== Try it ==
The answer must give back every line of the data exactly, with no pictures.

== Dataset content ==
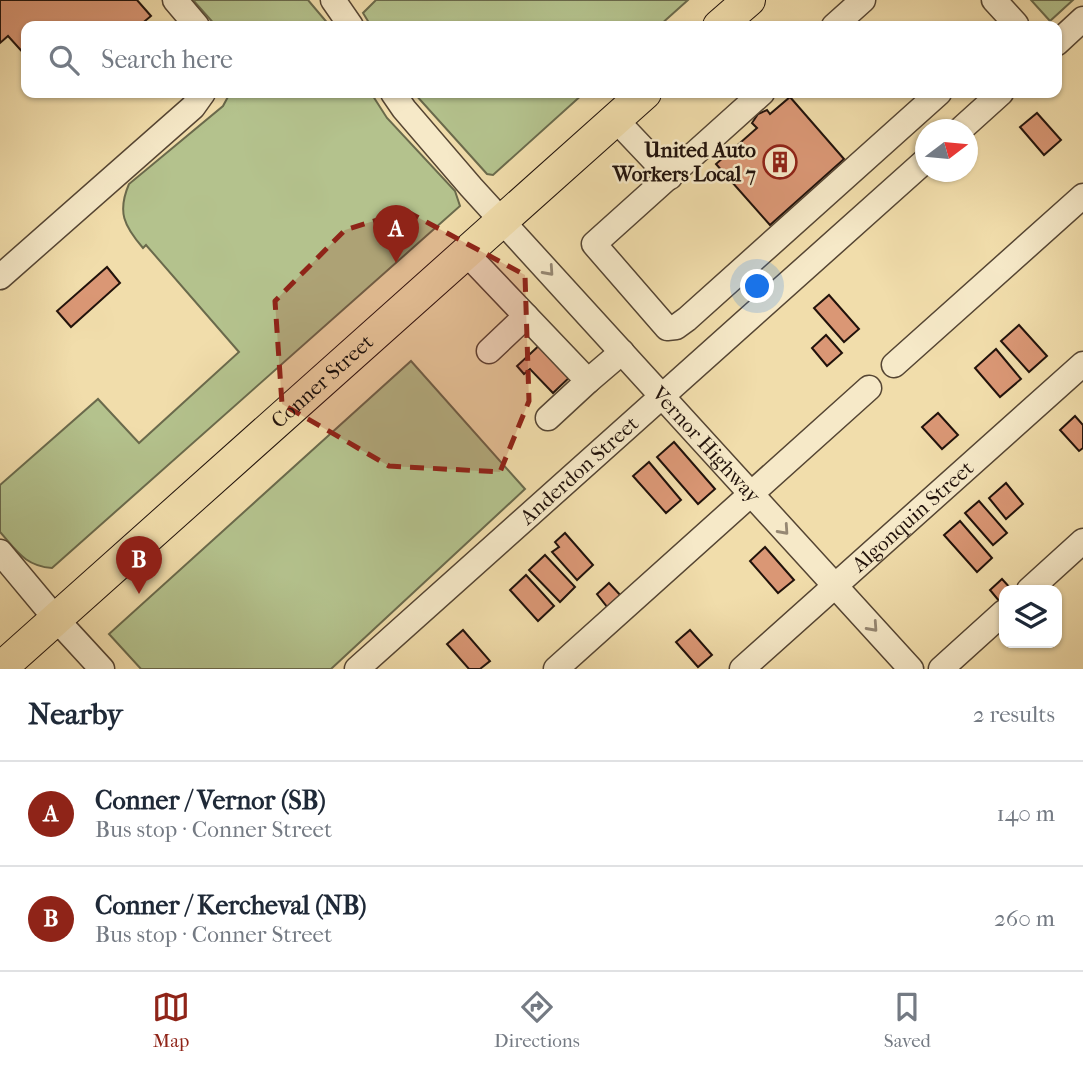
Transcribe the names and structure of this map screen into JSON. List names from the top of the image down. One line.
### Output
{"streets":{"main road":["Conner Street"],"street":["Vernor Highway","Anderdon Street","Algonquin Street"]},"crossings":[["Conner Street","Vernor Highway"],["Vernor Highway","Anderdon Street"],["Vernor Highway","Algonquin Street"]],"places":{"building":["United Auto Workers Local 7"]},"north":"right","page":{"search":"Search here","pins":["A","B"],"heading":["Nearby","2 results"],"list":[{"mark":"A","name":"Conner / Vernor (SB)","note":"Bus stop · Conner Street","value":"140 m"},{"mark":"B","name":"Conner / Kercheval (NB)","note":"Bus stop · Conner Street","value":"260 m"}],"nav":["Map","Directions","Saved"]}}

== Written answer ==
Transcribe the names and structure of this map screen into JSON. List names from the top of the image down. One line.
### Output
{"streets":{"main road":["Conner Street"],"street":["Vernor Highway","Anderdon Street","Algonquin Street"]},"crossings":[["Conner Street","Vernor Highway"],["Vernor Highway","Anderdon Street"],["Vernor Highway","Algonquin Street"]],"places":{"building":["United Auto Workers Local 7"]},"north":"right","page":{"search":"Search here","pins":["A","B"],"heading":["Nearby","2 results"],"list":[{"mark":"A","name":"Conner / Vernor (SB)","note":"Bus stop · Conner Street","value":"140 m"},{"mark":"B","name":"Conner / Kercheval (NB)","note":"Bus stop · Conner Street","value":"260 m"}],"nav":["Map","Directions","Saved"]}}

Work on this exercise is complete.